* Task description
Copy exactly, please, the line that has "Map reading. Build" in it along with every line after it to the end of the listing.

* Data for this task

#####

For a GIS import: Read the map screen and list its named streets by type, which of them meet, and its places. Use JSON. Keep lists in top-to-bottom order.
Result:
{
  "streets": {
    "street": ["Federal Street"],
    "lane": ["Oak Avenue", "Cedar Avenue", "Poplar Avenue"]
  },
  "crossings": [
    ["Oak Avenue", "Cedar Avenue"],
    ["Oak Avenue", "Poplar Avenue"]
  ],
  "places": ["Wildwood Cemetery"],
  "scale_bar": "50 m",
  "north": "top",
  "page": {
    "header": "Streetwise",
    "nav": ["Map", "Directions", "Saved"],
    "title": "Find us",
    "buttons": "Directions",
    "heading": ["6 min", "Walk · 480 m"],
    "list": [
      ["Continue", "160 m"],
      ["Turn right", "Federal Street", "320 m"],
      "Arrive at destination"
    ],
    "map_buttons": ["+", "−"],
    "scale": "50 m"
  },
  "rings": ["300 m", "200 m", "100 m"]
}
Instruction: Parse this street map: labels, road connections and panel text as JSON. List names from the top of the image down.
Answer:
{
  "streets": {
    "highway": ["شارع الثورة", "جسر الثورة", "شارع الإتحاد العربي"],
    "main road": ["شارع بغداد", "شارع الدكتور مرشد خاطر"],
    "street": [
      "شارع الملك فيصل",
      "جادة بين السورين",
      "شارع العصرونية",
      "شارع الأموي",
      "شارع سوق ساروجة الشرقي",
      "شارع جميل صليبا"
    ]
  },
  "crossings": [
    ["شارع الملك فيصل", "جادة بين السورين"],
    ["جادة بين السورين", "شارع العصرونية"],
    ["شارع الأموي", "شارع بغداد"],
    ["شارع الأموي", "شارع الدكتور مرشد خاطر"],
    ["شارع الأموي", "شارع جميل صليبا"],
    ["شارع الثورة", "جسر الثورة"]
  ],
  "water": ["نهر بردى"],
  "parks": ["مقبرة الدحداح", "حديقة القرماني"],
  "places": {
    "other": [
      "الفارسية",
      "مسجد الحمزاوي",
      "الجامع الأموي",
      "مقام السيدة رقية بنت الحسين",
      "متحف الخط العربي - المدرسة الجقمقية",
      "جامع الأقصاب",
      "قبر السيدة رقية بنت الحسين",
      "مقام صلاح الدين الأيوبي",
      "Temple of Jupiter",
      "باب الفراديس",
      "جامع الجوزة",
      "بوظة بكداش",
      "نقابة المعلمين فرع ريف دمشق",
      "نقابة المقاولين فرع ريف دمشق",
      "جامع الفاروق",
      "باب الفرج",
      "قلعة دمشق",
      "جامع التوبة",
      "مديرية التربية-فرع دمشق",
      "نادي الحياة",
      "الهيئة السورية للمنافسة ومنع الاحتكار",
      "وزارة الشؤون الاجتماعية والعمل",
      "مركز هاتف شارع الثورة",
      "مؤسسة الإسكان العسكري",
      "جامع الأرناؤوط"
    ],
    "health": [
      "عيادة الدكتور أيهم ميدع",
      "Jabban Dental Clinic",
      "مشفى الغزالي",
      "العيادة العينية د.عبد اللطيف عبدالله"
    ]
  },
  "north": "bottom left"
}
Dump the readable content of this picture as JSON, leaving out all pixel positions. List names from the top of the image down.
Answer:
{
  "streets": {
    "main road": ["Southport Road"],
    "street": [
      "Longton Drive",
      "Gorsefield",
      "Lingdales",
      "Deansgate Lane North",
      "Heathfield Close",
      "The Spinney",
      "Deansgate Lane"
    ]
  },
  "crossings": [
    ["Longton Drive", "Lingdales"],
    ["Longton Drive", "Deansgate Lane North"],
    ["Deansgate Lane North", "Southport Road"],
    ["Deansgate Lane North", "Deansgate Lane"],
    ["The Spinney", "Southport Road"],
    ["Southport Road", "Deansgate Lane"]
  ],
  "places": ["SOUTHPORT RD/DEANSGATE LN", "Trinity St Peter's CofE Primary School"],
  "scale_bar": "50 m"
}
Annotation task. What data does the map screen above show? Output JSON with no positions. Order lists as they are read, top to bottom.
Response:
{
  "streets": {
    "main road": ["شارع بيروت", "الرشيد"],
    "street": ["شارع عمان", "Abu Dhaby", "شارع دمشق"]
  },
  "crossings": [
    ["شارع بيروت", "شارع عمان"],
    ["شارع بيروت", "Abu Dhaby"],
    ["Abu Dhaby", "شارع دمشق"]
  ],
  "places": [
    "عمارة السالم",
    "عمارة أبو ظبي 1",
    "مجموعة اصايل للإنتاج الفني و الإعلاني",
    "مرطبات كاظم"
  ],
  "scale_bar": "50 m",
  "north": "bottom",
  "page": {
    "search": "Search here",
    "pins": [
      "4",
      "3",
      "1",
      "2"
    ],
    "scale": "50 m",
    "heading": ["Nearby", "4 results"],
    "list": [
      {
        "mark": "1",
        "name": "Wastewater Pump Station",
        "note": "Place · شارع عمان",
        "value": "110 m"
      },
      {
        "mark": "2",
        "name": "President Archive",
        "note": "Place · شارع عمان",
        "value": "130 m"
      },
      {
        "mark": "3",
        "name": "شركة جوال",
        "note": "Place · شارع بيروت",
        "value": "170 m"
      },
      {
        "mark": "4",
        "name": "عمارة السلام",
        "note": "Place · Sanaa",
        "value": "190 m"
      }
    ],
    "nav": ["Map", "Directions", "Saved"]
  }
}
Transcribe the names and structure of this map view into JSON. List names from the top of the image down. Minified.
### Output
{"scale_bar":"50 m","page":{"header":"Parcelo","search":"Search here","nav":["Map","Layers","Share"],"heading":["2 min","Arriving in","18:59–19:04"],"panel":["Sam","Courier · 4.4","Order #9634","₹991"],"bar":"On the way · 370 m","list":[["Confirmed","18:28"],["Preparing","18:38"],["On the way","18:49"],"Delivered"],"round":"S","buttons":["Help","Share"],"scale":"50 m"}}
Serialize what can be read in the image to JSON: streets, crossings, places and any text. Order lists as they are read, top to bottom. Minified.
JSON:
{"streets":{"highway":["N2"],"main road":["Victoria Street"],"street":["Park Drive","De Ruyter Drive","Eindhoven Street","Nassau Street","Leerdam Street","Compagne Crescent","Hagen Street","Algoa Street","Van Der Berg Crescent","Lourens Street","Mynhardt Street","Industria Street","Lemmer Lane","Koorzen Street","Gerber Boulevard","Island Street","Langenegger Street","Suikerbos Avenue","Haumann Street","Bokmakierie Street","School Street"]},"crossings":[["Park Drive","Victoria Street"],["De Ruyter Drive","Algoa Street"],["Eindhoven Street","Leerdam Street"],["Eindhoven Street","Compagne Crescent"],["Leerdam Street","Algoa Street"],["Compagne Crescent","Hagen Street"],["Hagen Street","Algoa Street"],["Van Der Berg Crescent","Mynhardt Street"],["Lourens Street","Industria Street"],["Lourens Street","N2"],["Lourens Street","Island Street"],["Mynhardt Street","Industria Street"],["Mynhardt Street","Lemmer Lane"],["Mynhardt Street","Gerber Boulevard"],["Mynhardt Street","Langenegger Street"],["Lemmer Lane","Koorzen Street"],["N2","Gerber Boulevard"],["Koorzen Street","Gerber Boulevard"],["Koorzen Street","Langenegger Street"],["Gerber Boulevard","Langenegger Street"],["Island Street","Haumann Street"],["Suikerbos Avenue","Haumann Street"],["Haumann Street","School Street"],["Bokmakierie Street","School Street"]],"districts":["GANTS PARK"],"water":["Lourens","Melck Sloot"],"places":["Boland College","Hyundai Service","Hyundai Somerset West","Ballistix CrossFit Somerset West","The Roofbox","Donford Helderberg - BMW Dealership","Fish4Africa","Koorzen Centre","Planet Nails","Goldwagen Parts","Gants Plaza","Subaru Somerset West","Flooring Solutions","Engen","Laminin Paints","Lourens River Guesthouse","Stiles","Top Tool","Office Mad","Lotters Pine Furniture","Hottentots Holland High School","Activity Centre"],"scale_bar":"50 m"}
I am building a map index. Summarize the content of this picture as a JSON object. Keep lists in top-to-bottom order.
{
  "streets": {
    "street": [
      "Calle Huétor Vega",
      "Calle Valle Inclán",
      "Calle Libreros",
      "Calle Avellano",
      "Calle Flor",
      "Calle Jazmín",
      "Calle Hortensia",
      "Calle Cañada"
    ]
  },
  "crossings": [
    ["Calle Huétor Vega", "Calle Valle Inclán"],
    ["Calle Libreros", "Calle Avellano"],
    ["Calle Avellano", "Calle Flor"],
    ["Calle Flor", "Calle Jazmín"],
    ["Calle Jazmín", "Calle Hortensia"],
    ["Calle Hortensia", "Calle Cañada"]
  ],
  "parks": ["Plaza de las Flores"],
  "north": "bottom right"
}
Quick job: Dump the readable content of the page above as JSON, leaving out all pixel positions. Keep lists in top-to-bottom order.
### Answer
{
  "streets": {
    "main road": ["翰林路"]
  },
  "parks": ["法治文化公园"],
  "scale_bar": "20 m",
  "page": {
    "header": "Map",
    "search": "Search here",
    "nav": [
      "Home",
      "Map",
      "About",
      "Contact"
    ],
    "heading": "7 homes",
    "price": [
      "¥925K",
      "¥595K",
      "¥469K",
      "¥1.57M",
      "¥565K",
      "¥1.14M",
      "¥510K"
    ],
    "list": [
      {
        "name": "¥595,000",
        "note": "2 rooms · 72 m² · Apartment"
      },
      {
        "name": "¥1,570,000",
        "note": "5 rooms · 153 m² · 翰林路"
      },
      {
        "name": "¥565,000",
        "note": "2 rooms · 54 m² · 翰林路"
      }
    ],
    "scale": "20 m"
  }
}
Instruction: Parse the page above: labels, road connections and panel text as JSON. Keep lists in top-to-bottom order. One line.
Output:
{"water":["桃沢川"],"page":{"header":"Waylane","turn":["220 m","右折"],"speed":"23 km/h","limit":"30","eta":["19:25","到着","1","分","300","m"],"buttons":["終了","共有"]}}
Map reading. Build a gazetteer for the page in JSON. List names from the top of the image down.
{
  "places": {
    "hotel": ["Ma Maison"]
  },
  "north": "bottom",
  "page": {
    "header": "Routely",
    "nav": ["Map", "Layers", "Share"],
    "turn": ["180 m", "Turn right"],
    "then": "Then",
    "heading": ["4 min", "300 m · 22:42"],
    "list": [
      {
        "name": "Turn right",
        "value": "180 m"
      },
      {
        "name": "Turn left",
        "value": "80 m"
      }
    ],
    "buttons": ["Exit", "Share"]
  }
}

#####

* Task answer
Map reading. Build a gazetteer for the page in JSON. List names from the top of the image down.
{
  "places": {
    "hotel": ["Ma Maison"]
  },
  "north": "bottom",
  "page": {
    "header": "Routely",
    "nav": ["Map", "Layers", "Share"],
    "turn": ["180 m", "Turn right"],
    "then": "Then",
    "heading": ["4 min", "300 m · 22:42"],
    "list": [
      {
        "name": "Turn right",
        "value": "180 m"
      },
      {
        "name": "Turn left",
        "value": "80 m"
      }
    ],
    "buttons": ["Exit", "Share"]
  }
}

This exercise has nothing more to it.